Are Sales Outreach and Cold Emails Considered Spam?

Remember the good ol’ days when you could buy Cialis online without prescription (yay!). What about finding out that a certain long-lost relative halfway across the world has passed away leaving gazillions of dollars and a huge estate in your name?

Nowadays it’s quite rare to find spam emails in your priority inbox. We can thank anti-spam laws plus the filters, blacklists, inbox management from your ISP, and email client.

There’s been a lot of discussion and recommendations on how to be compliant from a marketing perspective.

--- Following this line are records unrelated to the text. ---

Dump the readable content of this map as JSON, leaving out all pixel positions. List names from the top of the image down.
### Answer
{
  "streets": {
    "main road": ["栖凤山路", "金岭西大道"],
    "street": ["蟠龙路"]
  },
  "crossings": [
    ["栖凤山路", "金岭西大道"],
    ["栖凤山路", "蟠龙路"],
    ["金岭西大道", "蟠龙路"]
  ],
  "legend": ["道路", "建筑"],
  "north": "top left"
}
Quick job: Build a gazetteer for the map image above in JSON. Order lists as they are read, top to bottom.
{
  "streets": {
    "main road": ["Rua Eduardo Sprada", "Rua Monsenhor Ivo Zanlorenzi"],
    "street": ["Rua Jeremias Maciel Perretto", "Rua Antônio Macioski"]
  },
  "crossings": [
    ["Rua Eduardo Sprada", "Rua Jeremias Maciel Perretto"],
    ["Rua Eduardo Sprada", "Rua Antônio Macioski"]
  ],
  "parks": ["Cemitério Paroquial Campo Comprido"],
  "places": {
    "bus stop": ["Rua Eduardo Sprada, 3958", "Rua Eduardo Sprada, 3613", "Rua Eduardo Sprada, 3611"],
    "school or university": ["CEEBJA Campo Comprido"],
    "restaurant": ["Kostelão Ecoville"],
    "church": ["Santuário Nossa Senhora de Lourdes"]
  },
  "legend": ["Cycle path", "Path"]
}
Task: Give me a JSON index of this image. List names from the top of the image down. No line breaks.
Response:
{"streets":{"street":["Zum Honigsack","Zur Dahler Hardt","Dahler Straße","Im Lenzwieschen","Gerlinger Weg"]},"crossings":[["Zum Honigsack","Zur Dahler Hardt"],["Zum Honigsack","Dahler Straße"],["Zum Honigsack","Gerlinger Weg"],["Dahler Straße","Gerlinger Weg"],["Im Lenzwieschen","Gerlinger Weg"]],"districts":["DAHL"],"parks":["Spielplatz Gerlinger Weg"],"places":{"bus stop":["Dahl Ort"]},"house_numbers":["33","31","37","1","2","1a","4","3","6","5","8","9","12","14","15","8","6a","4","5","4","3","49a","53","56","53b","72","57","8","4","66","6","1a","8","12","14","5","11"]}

Unfortunately, the sales-side hasn’t been thought of nearly enough.

The question whether sales outreach and cold emails are considered spam or not, still remains largely unanswered. Especially when we have different legal and compliance requirements.

Before we talk about how different laws apply to sales outreach and cold emails…

Let’s Understand what Email Spam is

Emails are considered spam if the source and identity of the sender is anonymous and was sent en masse with malicious intent. And, of course, the email promotes “scam” activities that would require the receiver to turn over sensitive financial or personal information to the sender of the email.

As a general rule, your cold email/outreach campaigns should be exploratory in nature.

For instance, if you are selling a lead generation software/tool, avoid jumping right into your sales pitch and asking for a meeting or trial sign-up in your first email. Instead, ask the director of sales (if that’s who you’re targeting) how is she keeping her sales pipeline full of qualified leads? What’s her process, what works/doesn’t work for her team?

Show them that you’re interested in learning and finding out if there is a need at all. Once you get the conversation going and you get a positive reply, educate them about your solution. Specifically how it can precisely help alleviate those pains and achieve their goals.

The three things that we need to keep in mind when creating your outreach campaigns are:

  1. Anti-spam laws (this post explains it in detail)
  2. Technical know-how of how spam filters work and how to not trigger them
  3. The overall email experience, message, and call-to-action.

cold email campaigns

Now, let’s take a look at how you can ensure your cold emails are compliant

USA: CAN-SPAM Act

If your prospects (recipients) are in the United States, irrespective of where you are located, the CAN-SPAM  Act applies. The law covers all commercial messages. This means any email with the goal of advertising and/or promoting a product or service.

CAN-SPAM is less restrictive than its counterparts (CASL and certain EU laws). It allows you to send emails to business people who you don’t know, i.e. don’t have an existing business relationship. Just make sure you comply with the rules outlined by the FTC (Federal Trade Commission), which are:

  • Don’t use false or misleading header information
  • Don’t use deceptive subject lines
  • Tell recipients where you’re located with a physical address (this information can go in your email signature)
  • Tell recipients how to opt-out of receiving future email from you
  • Honor opt-out requests promptly
  • Monitor what others are doing on your behalf (especially if your SDRs are sending these emails on someone else’s behalf since the signatory is legally responsible)

Canada – CASL

If you’re sending email from Canada or anywhere in the world to Canadian recipients, it’s important to have full knowledge of Canada’s Anti-Spam Legislation (CASL). It is one of the strictest anti-spam laws.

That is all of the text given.